NAAC was co-founded by its CEO, financier Gary Quin (52). The Cork native’s early career trajectory was moulded in the orbit of billionaire Denis O’Brien. When he turned 31, Mr Quin secured a job with Connolly Capital, the boutique finance house established by Mr O’Brien’s close business associate, Paul Connolly.

While there, Mr Quin was involved in various financial roles at Mr O’Brien’s Digicel telecoms firm in the Caribbean and in European business deals for the billionaire. He later went to be a vice-chairman at Credit Suisse.

Another key co-founder, or sponsor, of NAAC was Irish businessman Patrick Doran. He sold his Dublin-based packaging firm Americk in 2016 to Spanish group Saica. He then established Woodberry Capital, a private investment firm.

Perched on the top of the Spac wave, they secured the $400m in funds from backers, listed on the Nasdaq, and set about sealing a deal. They had two years to do it. Its investors included hedge funds and asset managers from both sides of the Atlantic.

A keen rower in his youth, Mr Quin was the kind of seasoned executive NAAC’s investors wanted in their corner. He would pursue a deal with the zeal demanded when the sand was flowing through the hourglass. And despite the volume of Spac cash chasing a home, Mr Quin zeroed in on a merger candidate. Everything was going according to plan.

Last year, NAAC planned to merge with US-based tech business TeleSign, which is owned by Belgian mobile phone company Proximus.

That deal valued TeleSign at more than $1.7bn including cash from NAAC. NAAC shareholders would have owned 22pc of the merged entity, while 4.9pc would have been split between NAAC’s founders. Mr Quin and Mr Doran stumped up just $25,000 for their founding shares and controlled 20pc of the total outstanding shares in NAAC. It would have made for a spectacular return. But within weeks it had unravelled, leaving NAAC on the march again, looking for a conquest.

But time – that most valuable of commodities – was running out.

Nothing new appeared to be on the horizon and with the sand vanishing, NAAC wanted to ask shareholders for an extra six months to spend their money. The original deadline had been the end of January this year. NAAC’s co-founders even said they’d stump up millions in extra cash to help fund NAAC if they got the extension. They’d already spent a small fortune bankrolling it.
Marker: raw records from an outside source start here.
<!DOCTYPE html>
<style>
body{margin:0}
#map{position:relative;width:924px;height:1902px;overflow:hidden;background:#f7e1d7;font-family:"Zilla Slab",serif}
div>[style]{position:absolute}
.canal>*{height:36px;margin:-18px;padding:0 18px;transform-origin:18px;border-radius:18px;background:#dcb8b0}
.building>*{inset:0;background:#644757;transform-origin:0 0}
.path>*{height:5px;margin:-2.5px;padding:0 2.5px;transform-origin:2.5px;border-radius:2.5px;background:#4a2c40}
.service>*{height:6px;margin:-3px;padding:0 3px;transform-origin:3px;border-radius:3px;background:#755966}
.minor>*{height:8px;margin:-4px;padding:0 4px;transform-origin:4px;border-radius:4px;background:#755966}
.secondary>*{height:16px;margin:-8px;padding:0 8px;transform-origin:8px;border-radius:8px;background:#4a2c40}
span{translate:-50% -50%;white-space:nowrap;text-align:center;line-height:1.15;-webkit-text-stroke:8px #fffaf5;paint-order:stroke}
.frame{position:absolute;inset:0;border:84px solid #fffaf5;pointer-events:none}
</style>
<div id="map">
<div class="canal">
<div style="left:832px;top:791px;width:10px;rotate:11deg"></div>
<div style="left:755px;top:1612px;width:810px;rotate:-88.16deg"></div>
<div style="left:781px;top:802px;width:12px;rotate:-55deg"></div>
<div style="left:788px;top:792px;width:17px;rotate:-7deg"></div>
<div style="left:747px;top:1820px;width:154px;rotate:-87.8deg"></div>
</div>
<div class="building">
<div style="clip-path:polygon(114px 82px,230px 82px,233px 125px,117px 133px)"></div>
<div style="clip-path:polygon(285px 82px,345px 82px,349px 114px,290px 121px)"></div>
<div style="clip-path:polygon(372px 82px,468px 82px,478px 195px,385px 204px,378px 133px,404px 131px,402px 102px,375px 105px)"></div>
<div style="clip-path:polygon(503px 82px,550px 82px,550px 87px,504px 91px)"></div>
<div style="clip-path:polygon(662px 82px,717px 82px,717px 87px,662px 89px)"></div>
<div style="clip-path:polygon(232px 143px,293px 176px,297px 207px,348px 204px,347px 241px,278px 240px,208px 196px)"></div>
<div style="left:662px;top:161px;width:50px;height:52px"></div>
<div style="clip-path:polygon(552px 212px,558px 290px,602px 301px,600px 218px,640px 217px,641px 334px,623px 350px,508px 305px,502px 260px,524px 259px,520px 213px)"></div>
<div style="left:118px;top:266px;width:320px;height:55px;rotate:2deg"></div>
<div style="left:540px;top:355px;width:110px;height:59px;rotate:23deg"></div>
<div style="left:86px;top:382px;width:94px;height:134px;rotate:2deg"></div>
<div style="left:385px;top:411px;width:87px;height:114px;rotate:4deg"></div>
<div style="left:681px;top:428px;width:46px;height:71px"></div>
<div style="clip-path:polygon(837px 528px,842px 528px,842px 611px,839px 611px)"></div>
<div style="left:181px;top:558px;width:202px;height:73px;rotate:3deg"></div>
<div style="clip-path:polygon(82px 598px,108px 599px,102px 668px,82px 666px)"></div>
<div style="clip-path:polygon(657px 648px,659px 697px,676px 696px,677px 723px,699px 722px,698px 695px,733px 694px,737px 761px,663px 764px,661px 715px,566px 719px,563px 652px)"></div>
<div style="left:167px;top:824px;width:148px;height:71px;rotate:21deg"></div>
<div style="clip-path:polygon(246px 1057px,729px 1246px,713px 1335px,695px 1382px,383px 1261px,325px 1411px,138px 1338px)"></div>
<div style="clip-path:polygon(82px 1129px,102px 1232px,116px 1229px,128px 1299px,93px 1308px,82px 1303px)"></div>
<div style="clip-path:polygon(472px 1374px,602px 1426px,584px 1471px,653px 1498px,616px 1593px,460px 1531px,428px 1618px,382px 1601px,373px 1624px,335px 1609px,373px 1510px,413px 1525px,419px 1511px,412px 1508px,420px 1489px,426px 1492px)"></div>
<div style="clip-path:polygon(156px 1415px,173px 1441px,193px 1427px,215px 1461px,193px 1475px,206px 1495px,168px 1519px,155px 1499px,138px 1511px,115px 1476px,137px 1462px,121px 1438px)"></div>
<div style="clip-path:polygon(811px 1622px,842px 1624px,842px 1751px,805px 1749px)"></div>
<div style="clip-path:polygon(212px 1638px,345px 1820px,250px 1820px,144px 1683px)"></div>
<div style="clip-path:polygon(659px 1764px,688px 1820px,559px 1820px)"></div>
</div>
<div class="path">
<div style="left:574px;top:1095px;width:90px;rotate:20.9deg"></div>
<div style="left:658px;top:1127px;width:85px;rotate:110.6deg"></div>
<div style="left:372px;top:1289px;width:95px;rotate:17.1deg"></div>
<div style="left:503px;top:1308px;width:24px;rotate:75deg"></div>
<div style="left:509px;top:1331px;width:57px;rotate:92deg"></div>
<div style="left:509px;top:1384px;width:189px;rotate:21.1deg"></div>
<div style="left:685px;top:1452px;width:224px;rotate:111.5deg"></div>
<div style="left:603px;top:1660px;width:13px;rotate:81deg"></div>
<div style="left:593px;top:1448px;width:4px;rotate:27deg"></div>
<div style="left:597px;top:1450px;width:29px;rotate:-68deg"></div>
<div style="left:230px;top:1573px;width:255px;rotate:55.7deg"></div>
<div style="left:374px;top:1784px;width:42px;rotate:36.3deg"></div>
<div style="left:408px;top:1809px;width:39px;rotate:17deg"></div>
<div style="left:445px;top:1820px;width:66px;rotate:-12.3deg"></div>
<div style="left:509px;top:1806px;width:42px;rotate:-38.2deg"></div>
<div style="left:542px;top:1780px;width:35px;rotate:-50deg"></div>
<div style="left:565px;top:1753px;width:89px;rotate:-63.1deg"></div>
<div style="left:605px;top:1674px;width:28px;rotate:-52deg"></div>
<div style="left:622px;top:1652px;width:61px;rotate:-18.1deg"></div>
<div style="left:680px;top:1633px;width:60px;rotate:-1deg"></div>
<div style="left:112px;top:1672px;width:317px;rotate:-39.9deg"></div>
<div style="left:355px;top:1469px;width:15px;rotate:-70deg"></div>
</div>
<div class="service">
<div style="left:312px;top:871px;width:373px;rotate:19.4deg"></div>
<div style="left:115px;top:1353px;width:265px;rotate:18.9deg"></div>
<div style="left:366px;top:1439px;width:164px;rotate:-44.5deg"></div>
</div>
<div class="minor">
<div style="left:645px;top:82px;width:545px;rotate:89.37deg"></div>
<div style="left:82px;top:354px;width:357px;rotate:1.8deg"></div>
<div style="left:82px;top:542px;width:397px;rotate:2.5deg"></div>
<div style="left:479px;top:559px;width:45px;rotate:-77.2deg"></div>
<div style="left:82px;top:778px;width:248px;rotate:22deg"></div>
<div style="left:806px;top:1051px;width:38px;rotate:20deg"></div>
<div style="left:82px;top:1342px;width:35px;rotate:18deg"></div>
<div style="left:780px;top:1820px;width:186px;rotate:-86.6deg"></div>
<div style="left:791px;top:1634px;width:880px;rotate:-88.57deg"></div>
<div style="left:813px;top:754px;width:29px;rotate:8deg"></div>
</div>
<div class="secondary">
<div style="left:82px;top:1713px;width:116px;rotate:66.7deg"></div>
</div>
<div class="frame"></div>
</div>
But last week, just hours before a shareholder meeting where investors would be asked for that extra time, NAAC announced it would liquidate and return investors’ money. It must have been a hugely frustrating outcome for Mr Quin and Mr Doran, who having brought NAAC right to the altar, found it first jilted and then decapitated.

But while Malta-based Mr Quin may have seen this plan fail despite Herculean efforts, expect him to resurface quickly. His professional pedigree is one where standing still isn’t the preferred option.

Investors in many other Spacs that did complete mergers have seen the value of their investments crash as the shares in the companies that they tied up with spectacularly collapsed. It’s all made for an unsavoury and maybe a salutary lesson for many investors. Until the next craze.